Chapitre 40 : La photo

Ce matin-là, Jade s'était levée sans a priori. La situation à la Lulyco était calme : le Prédateur laissait Luhan et Aurélie tranquilles. Il les observait de loin, mais n'intervenait pas. Il semblait de côté. Son esprit était donc plus libre.

Elle avait passé les cinq dernières nuits à la bibliothèque de Galila, recherchant sans cesse des informations sur la nuit du 19 décembre 2 338. Il y avait des quantités astronomiques de données, mais elle-même ne savait pas ce qu'elle cherchait. Si la mort d'Hannah recelait bien un secret, un indice devait se trouvait quelque part dans ces pages.

Une fois habillée, prête à prendre son petit-déjeuner, elle descendit à la cuisine.

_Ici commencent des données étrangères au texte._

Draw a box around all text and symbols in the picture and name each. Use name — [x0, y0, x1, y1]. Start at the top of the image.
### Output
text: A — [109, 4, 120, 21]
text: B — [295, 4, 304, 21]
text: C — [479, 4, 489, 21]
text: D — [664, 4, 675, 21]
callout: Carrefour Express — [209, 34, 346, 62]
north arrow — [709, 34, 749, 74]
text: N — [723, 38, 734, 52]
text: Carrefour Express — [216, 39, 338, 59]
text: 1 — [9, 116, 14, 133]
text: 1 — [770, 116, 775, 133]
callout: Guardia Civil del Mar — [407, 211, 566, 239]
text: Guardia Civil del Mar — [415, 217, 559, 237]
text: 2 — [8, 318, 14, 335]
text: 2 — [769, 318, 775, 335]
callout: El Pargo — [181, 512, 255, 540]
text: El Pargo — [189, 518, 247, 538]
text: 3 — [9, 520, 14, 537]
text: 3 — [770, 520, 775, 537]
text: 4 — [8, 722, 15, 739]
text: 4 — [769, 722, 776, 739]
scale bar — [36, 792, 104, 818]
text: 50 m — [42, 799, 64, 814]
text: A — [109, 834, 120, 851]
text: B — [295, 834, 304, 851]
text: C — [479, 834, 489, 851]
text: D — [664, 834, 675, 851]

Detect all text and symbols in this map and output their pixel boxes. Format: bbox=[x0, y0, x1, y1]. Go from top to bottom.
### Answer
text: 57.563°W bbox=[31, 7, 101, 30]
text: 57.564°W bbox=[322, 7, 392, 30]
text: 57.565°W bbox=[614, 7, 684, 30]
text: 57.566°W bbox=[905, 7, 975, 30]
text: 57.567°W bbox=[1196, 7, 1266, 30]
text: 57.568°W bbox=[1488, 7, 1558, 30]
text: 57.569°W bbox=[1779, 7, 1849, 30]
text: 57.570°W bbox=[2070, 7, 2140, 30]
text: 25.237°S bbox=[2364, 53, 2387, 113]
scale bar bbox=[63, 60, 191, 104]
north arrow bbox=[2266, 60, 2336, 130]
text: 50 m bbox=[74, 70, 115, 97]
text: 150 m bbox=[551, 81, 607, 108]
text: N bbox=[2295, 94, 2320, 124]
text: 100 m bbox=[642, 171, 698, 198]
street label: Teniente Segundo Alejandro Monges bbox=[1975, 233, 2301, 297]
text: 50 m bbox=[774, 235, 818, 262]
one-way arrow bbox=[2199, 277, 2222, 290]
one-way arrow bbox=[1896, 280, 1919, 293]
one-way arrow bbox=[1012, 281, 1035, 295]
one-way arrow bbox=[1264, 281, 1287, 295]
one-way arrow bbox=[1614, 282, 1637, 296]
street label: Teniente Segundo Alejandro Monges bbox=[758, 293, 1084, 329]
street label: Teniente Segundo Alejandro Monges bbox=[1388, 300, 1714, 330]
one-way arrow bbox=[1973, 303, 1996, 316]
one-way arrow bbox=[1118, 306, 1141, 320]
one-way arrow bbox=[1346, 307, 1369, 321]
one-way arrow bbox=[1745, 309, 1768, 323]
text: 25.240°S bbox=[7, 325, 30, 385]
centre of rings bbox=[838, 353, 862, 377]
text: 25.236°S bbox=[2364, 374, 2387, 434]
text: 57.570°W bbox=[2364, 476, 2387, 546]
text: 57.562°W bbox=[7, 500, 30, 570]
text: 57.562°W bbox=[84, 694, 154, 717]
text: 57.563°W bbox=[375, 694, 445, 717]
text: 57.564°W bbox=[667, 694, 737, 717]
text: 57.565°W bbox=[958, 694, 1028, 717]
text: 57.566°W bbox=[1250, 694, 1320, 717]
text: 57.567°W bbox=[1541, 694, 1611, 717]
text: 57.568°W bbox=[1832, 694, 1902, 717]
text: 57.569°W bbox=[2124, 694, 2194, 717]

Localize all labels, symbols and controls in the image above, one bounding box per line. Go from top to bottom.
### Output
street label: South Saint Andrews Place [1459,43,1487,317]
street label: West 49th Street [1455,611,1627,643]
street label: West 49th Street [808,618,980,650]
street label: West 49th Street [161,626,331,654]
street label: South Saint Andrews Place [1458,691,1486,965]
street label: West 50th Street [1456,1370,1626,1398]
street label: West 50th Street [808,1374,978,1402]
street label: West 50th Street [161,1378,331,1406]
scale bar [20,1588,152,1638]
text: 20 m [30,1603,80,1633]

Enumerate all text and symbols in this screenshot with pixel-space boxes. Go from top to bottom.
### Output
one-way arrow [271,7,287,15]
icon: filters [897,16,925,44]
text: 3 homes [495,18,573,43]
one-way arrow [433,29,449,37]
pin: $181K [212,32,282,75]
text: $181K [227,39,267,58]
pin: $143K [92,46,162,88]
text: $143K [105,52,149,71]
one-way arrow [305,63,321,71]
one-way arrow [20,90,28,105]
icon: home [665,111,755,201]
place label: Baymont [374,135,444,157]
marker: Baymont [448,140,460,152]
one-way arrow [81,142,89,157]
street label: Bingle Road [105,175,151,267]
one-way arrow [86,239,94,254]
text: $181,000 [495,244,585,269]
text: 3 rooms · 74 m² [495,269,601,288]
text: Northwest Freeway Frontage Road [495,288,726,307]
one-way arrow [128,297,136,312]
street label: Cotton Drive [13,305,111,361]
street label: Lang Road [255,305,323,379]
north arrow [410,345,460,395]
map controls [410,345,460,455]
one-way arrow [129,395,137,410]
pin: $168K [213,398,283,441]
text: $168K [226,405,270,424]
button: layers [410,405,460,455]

Son esprit était un peu brumeux, parce qu'elle dormait peu. Ainsi, lorsqu'elle aperçut le morceau de papier au sol, elle n'y fit pas attention. C'était une simple tâche blanche dans son décor. Elle mordit dans ses tartines avec appétit, but son chocolat chaud avec envie, fit rebondir ses mains sur ses joues pour se réveiller un peu, puis se leva. Cette fois, l'insignifiant objet la happa toute entière. Elle reconnaissait la fine écriture d'Hannah, même si elle n'en distinguait pas les termes exacts.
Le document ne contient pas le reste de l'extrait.